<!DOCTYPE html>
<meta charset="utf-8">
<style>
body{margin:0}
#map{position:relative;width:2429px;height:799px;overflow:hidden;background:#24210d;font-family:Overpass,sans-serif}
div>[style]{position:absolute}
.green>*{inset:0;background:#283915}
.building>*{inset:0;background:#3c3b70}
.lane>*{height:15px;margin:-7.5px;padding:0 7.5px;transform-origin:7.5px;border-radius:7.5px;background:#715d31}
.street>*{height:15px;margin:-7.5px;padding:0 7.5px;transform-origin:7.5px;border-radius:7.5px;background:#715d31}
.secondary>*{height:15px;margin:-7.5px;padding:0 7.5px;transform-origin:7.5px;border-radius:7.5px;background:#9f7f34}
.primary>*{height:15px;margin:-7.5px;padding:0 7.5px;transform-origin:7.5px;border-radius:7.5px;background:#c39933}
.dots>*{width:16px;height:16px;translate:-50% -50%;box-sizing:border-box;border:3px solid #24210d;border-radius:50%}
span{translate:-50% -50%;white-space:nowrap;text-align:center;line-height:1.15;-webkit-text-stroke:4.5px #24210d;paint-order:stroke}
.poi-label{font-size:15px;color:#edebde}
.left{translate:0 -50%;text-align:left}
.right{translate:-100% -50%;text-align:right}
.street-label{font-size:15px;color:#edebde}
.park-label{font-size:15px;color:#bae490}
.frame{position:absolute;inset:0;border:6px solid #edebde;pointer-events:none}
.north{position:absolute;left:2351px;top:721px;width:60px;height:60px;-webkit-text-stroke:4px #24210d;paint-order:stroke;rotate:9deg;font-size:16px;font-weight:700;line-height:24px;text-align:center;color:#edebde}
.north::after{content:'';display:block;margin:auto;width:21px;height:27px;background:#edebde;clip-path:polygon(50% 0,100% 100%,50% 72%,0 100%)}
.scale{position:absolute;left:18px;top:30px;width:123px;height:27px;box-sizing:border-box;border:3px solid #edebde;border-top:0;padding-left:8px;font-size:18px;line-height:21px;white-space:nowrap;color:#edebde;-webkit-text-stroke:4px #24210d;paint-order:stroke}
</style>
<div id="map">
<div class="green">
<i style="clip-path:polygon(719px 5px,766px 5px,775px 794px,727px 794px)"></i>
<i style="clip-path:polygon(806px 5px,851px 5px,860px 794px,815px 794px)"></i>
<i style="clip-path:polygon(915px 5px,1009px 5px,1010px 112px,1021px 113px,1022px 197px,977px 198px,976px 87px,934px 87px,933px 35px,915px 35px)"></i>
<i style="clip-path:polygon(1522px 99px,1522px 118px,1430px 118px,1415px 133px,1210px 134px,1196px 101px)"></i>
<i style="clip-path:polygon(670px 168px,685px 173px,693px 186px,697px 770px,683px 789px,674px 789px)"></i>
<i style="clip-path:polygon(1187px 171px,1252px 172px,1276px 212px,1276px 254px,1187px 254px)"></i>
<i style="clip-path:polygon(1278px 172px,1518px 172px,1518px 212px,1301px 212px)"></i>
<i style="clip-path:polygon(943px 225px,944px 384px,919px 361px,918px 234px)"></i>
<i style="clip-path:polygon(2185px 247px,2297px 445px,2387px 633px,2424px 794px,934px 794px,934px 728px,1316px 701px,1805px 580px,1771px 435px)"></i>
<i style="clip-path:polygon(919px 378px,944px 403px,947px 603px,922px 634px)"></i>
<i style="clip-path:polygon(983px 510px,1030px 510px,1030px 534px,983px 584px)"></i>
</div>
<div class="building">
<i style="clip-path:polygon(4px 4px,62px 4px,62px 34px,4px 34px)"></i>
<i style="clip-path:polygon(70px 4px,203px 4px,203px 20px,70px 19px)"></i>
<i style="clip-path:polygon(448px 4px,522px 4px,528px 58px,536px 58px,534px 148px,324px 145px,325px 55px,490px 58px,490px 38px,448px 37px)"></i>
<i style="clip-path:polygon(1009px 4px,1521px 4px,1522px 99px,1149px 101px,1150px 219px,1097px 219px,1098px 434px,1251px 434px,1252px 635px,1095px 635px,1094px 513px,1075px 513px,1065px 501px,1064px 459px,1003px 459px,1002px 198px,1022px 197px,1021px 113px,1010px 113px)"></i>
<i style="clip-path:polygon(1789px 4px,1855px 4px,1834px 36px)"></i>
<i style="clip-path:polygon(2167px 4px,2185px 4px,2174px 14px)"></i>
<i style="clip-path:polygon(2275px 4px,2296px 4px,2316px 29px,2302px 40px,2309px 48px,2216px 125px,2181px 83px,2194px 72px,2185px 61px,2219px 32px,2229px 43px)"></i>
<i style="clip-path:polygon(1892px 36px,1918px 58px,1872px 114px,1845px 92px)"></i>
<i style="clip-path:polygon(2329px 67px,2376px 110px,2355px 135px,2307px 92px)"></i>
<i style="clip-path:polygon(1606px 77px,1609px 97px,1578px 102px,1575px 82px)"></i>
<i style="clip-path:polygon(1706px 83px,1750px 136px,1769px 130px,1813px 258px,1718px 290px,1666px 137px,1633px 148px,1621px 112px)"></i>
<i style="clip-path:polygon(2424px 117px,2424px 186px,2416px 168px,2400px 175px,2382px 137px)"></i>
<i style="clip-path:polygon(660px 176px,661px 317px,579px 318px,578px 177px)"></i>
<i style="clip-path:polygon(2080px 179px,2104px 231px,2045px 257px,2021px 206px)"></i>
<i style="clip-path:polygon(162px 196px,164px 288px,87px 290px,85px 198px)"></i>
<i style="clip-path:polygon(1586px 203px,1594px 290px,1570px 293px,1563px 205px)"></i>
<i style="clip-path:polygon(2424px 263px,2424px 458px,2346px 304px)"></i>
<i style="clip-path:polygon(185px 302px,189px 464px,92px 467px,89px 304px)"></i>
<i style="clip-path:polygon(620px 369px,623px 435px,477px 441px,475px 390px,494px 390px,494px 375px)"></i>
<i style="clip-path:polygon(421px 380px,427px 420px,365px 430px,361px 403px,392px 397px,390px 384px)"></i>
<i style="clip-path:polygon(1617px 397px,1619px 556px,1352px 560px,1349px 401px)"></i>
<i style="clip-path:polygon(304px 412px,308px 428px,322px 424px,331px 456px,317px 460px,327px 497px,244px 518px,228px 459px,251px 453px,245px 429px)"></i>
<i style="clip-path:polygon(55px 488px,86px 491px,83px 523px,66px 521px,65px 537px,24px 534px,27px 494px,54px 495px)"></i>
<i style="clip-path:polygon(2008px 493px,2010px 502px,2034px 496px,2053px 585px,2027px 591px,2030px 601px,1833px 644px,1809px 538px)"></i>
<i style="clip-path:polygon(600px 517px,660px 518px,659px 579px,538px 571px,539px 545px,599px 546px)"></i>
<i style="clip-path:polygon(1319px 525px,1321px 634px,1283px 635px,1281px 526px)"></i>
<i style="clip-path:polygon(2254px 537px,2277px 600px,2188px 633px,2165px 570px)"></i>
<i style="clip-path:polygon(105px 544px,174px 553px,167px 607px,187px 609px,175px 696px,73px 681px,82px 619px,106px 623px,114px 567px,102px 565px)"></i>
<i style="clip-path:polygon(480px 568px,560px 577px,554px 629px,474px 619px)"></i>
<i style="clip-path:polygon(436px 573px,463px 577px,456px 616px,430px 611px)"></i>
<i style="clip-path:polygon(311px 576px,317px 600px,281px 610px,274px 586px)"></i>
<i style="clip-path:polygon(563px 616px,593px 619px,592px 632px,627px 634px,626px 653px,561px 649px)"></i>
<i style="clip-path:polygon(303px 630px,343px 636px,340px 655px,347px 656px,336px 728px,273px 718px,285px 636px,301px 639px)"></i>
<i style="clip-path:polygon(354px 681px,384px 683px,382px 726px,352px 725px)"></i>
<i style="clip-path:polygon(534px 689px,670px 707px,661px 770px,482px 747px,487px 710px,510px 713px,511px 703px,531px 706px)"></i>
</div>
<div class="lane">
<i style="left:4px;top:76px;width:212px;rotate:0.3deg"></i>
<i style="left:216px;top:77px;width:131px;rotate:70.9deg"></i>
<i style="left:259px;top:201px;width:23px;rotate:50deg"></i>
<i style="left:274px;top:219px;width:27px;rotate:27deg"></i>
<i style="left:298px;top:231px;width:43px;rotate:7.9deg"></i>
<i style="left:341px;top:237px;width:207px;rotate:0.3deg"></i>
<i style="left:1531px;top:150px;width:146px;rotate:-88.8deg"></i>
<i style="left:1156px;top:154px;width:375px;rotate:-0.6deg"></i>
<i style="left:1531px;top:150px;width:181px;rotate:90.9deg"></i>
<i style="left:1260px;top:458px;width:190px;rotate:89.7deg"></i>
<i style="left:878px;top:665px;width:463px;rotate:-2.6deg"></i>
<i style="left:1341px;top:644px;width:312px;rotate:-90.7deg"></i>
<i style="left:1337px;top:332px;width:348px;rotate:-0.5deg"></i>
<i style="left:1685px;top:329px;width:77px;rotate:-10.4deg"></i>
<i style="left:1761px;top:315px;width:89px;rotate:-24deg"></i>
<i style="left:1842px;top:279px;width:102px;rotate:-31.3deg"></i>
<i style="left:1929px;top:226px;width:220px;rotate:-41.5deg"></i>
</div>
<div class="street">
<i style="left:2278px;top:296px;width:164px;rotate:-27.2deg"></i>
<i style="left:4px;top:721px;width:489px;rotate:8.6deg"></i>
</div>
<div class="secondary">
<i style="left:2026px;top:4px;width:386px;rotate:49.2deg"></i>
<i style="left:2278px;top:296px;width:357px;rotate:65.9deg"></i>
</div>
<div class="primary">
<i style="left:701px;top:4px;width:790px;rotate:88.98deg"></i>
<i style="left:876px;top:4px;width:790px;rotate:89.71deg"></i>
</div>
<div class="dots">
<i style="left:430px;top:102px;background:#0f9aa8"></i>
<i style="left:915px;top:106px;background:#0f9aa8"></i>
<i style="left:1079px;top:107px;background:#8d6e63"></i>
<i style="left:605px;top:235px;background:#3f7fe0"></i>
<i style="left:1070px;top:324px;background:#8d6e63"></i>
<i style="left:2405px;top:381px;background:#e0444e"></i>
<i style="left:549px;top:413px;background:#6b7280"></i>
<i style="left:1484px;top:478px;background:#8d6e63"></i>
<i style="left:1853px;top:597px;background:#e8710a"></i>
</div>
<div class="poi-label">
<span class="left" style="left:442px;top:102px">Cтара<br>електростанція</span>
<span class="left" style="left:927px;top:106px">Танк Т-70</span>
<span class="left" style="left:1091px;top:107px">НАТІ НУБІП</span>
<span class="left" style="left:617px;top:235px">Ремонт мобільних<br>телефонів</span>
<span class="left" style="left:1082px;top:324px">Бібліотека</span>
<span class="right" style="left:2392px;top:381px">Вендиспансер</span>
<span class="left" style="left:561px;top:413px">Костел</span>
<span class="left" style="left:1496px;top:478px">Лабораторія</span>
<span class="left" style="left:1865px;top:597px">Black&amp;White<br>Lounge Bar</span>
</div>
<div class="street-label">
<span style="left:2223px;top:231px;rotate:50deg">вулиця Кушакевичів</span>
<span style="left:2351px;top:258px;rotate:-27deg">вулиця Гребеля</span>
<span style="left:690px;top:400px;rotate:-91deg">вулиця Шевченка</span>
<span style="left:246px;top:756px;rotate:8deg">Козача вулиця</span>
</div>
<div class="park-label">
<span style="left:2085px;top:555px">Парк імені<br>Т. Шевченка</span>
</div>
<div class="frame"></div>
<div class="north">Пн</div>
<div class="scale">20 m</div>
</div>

***

*Assignment*.
Copy out every line of the listing that includes the string "primary".

*Written response*.
.primary>*{height:15px;margin:-7.5px;padding:0 7.5px;transform-origin:7.5px;border-radius:7.5px;background:#c39933}
<div class="primary">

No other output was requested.